Task
For the word "grid", copy every line of the material that includes it.

---*---

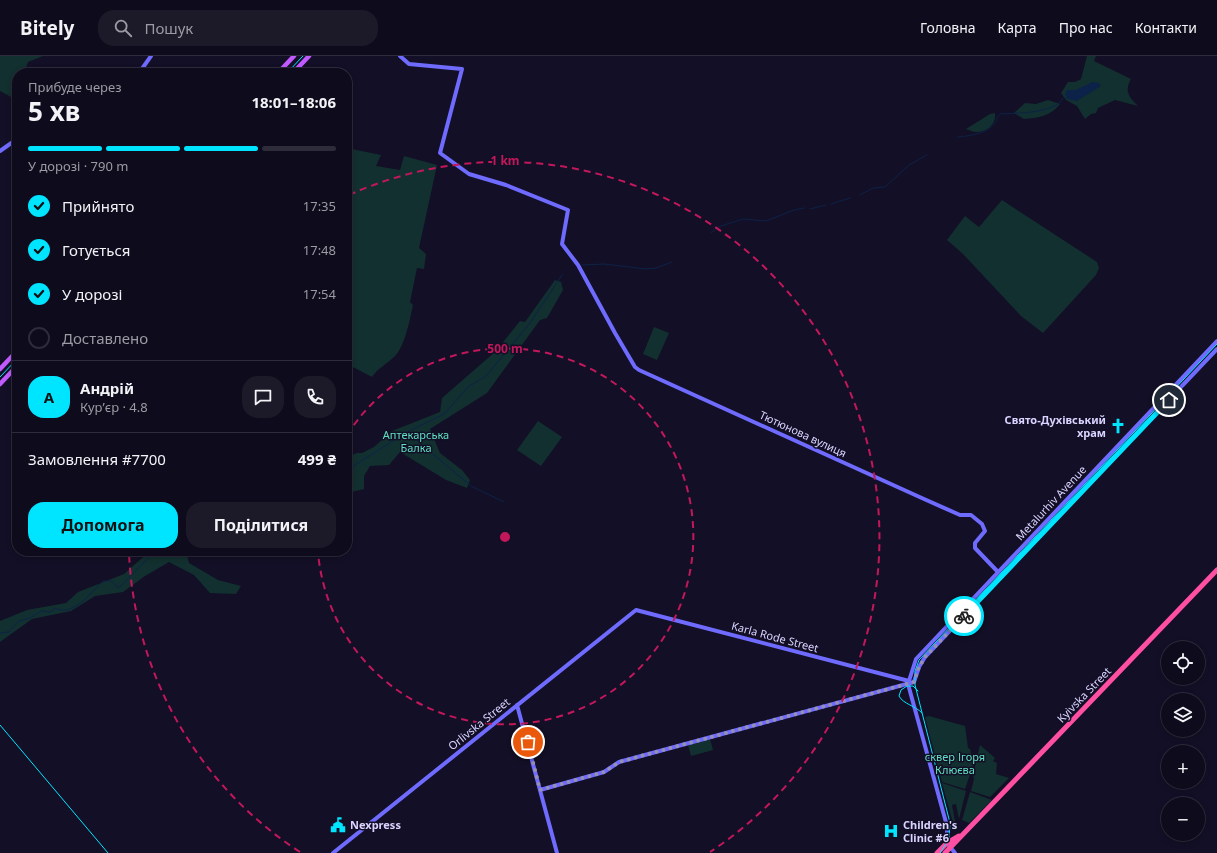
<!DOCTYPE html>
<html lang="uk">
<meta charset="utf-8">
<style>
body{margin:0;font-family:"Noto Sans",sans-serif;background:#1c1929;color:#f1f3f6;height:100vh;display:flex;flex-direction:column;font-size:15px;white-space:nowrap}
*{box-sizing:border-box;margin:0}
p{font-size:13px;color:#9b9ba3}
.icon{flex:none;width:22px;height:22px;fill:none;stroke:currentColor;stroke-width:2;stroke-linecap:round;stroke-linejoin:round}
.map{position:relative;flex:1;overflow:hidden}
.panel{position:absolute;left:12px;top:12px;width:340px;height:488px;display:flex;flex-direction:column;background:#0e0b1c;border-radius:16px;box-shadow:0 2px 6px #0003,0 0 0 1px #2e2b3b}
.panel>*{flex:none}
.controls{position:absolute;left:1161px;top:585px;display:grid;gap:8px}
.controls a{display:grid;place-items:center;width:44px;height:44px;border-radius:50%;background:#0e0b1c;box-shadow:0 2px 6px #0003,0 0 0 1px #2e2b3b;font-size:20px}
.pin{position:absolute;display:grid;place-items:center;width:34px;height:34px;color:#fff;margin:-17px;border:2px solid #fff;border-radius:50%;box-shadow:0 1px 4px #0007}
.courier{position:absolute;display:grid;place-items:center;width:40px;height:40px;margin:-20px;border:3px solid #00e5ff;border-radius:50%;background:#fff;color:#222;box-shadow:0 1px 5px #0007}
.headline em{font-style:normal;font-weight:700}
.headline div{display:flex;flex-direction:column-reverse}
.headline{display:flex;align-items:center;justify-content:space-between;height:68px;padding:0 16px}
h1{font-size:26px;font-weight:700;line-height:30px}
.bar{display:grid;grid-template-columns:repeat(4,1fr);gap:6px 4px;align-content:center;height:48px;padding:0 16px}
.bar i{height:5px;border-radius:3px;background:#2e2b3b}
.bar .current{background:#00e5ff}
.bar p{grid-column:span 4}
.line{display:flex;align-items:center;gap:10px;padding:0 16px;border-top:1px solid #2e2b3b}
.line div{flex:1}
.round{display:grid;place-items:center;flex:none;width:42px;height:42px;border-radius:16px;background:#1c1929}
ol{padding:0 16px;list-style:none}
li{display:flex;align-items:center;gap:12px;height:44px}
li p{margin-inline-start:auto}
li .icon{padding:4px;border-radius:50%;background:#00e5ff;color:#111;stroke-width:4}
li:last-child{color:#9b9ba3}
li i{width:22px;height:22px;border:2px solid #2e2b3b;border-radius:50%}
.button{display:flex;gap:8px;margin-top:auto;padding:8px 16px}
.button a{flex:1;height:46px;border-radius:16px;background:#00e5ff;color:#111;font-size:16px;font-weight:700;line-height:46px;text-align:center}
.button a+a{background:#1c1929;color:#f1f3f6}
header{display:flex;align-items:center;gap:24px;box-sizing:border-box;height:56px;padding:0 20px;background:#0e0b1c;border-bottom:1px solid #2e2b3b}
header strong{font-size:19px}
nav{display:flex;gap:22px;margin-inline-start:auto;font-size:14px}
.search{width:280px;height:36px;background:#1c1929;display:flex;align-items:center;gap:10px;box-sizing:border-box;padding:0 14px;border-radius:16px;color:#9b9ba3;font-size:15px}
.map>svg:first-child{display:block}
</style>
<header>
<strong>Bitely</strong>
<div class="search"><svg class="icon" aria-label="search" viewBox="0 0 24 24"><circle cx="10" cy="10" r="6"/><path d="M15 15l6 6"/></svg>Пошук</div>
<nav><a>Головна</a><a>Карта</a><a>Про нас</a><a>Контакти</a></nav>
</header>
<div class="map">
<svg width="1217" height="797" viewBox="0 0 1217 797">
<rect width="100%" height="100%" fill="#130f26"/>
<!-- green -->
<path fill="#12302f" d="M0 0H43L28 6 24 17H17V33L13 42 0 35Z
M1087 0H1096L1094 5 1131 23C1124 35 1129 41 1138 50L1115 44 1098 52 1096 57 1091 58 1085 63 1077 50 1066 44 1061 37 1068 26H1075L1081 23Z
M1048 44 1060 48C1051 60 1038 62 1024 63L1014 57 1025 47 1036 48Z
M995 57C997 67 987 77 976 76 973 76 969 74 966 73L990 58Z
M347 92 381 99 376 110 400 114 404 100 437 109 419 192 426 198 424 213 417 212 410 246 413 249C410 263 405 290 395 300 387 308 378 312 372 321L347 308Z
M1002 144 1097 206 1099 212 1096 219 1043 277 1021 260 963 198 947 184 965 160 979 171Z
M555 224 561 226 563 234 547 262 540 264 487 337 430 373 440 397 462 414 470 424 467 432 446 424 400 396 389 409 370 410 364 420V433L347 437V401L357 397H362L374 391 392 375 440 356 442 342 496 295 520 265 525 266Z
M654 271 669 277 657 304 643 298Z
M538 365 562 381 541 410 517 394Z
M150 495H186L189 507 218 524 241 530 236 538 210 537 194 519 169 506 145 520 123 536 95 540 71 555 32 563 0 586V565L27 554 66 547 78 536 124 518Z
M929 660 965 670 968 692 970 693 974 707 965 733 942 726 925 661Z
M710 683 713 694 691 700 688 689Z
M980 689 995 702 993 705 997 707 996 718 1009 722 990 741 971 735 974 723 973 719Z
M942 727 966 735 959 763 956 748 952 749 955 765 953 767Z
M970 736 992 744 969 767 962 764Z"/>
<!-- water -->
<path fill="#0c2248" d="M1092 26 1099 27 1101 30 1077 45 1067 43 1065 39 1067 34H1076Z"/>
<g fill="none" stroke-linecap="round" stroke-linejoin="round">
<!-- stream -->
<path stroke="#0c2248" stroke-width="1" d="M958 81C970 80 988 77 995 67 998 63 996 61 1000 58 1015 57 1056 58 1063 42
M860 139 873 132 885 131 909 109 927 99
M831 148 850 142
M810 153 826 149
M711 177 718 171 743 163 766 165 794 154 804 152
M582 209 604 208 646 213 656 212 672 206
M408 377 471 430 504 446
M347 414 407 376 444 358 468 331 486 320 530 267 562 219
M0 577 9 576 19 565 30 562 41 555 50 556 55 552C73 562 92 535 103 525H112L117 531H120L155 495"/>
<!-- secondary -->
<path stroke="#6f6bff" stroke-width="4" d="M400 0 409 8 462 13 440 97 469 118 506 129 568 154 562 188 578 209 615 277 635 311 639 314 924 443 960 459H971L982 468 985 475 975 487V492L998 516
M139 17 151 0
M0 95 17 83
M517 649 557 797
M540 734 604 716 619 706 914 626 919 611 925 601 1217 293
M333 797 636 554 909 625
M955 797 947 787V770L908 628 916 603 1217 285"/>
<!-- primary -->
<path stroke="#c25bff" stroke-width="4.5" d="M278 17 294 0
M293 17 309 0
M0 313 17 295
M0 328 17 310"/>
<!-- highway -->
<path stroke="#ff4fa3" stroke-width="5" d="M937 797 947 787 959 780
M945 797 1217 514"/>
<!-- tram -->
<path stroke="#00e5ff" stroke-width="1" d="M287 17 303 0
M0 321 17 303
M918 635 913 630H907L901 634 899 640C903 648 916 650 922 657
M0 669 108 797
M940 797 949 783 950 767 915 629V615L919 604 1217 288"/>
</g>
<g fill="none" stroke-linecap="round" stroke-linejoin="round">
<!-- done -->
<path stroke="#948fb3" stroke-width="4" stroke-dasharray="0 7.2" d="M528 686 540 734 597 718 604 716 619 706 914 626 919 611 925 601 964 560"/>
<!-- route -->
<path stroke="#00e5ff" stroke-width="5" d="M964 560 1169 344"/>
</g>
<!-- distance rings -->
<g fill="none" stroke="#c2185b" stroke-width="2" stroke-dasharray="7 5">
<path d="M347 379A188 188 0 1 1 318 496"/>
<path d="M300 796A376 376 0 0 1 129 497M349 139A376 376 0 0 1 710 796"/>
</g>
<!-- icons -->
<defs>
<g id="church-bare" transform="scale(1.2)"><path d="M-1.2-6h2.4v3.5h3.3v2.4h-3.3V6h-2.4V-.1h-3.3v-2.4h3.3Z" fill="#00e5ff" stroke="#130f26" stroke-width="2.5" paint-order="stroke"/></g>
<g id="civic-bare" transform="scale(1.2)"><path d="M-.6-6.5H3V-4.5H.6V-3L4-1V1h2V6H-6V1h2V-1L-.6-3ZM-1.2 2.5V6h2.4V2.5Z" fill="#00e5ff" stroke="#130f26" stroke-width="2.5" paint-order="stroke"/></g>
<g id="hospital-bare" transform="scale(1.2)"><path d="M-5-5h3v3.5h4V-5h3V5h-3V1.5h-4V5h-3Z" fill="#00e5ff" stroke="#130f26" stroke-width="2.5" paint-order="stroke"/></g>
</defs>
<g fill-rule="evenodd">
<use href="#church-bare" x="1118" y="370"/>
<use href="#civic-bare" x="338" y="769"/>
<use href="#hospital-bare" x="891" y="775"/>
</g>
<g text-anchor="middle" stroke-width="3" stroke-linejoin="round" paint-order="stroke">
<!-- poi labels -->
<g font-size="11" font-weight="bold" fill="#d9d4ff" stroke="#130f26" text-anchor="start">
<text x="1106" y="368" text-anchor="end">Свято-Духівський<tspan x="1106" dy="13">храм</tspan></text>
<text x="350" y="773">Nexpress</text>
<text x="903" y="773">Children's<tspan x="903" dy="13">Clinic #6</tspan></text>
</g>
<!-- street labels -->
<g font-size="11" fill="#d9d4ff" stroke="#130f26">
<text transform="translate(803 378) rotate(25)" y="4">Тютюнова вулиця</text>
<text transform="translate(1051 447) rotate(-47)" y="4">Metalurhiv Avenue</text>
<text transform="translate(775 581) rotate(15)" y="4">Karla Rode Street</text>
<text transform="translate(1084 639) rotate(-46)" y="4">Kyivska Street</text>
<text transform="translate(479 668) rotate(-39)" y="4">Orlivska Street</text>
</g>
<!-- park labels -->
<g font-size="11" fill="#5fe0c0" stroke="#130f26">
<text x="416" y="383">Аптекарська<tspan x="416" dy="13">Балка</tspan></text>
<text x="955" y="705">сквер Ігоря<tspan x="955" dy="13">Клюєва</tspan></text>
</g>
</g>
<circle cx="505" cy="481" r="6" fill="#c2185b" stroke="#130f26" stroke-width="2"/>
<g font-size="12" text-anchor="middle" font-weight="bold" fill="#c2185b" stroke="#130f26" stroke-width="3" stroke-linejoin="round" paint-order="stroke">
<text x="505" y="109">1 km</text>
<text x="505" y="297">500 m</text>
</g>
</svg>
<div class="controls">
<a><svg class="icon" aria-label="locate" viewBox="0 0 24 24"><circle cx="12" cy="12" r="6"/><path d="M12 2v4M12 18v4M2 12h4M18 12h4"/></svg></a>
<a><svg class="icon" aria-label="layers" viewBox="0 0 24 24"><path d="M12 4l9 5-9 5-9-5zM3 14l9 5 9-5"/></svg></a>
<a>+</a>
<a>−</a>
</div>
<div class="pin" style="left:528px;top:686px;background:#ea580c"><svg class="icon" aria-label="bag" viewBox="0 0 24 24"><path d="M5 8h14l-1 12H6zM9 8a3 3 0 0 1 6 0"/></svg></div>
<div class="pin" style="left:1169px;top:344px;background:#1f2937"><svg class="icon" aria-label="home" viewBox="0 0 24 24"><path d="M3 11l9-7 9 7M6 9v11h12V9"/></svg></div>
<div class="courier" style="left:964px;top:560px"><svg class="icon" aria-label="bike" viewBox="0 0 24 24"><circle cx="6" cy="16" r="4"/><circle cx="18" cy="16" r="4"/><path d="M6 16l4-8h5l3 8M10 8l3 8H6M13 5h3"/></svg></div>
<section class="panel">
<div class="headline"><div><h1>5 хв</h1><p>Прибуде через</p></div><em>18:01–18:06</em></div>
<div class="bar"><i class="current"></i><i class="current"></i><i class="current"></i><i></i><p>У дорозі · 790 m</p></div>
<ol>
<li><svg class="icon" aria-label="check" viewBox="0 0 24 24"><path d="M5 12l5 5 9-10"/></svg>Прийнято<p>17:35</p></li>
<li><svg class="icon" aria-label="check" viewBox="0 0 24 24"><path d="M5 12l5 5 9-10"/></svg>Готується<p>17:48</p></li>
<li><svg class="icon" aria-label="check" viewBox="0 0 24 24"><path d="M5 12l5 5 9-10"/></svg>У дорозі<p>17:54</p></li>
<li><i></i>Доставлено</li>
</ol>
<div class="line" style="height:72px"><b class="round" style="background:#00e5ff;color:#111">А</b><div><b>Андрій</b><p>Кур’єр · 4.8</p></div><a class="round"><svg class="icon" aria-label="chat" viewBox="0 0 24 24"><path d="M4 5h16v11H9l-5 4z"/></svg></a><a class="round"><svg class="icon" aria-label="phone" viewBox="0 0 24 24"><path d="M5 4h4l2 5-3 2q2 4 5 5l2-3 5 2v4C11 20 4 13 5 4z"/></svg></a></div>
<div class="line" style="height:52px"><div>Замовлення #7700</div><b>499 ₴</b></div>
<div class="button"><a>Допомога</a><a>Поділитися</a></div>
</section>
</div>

---*---

Output of the exercise
.controls{position:absolute;left:1161px;top:585px;display:grid;gap:8px}
.controls a{display:grid;place-items:center;width:44px;height:44px;border-radius:50%;background:#0e0b1c;box-shadow:0 2px 6px #0003,0 0 0 1px #2e2b3b;font-size:20px}
.pin{position:absolute;display:grid;place-items:center;width:34px;height:34px;color:#fff;margin:-17px;border:2px solid #fff;border-radius:50%;box-shadow:0 1px 4px #0007}
.courier{position:absolute;display:grid;place-items:center;width:40px;height:40px;margin:-20px;border:3px solid #00e5ff;border-radius:50%;background:#fff;color:#222;box-shadow:0 1px 5px #0007}
.bar{display:grid;grid-template-columns:repeat(4,1fr);gap:6px 4px;align-content:center;height:48px;padding:0 16px}
.bar p{grid-column:span 4}
.round{display:grid;place-items:center;flex:none;width:42px;height:42px;border-radius:16px;background:#1c1929}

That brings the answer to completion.